Some connection testing last night showed promising results. I was able to successfully load up more than 900 connections in to libwebsock2 in less than one second. The trick with libevent is not to do an event base per connection, as I've seen other multithreaded examples doing, but instead, to have multiple event bases and distribute the connections across them. One event base is used to handle incoming connections, and the connections are then passed off to the scheduler where they're handled from there and assigned to an event base based on most readily available. Each event base is technically capable of thousands of connections. The amount of event bases can be customized.

The scheduler has been written in such a way that when passing a job wrapper to it, you only need to assign the type on the wrapper and the scheduler will determine which agent to send it to.
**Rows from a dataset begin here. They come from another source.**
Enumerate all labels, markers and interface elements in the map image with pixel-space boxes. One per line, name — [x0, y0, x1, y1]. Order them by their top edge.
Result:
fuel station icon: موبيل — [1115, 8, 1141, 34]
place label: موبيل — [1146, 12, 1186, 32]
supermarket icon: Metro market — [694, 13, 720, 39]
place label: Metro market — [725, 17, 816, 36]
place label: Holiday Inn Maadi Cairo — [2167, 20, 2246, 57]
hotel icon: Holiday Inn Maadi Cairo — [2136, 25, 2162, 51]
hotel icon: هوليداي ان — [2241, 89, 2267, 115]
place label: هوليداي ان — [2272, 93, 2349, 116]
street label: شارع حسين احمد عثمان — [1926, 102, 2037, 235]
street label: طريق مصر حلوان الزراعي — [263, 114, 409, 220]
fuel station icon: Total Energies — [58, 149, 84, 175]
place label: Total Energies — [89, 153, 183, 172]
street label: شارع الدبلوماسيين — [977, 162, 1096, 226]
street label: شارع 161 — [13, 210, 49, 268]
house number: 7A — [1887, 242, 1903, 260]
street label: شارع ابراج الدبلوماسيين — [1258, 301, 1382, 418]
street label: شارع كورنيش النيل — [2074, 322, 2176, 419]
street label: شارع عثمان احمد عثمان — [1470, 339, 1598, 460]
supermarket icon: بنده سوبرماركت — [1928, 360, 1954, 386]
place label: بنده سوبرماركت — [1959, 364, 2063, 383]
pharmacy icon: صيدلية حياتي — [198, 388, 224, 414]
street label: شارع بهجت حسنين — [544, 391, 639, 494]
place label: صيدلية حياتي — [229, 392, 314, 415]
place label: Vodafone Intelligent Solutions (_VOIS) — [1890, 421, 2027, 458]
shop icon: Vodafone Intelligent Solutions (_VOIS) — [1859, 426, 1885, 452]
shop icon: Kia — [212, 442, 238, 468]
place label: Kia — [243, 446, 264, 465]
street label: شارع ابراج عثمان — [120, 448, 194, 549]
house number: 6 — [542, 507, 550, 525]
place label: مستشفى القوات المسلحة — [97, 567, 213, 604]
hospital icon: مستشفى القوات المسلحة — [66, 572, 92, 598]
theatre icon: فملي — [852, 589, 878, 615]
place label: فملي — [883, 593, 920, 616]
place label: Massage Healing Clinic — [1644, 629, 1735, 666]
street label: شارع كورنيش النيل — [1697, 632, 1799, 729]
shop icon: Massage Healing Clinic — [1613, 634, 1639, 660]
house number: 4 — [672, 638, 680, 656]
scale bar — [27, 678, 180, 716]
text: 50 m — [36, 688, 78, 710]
Currently, the wrapper for one job may be reused and passed around to complete multiple jobs before being free'd. I still have not implemented the dynamic pre-allocation of wrappers in advance because I've been concentrating on refactoring the scheduler code to clean it up, simplify it and enhance functionality.

This is just an update so people realize that I am still working on it, and it is making progress.

JonnyWhatshisface avatar Dec 23 '15 06:12 JonnyWhatshisface

I was hoping to get this out before Christmas, but I hit a few things that I really want in the release that I'm patching in and testing.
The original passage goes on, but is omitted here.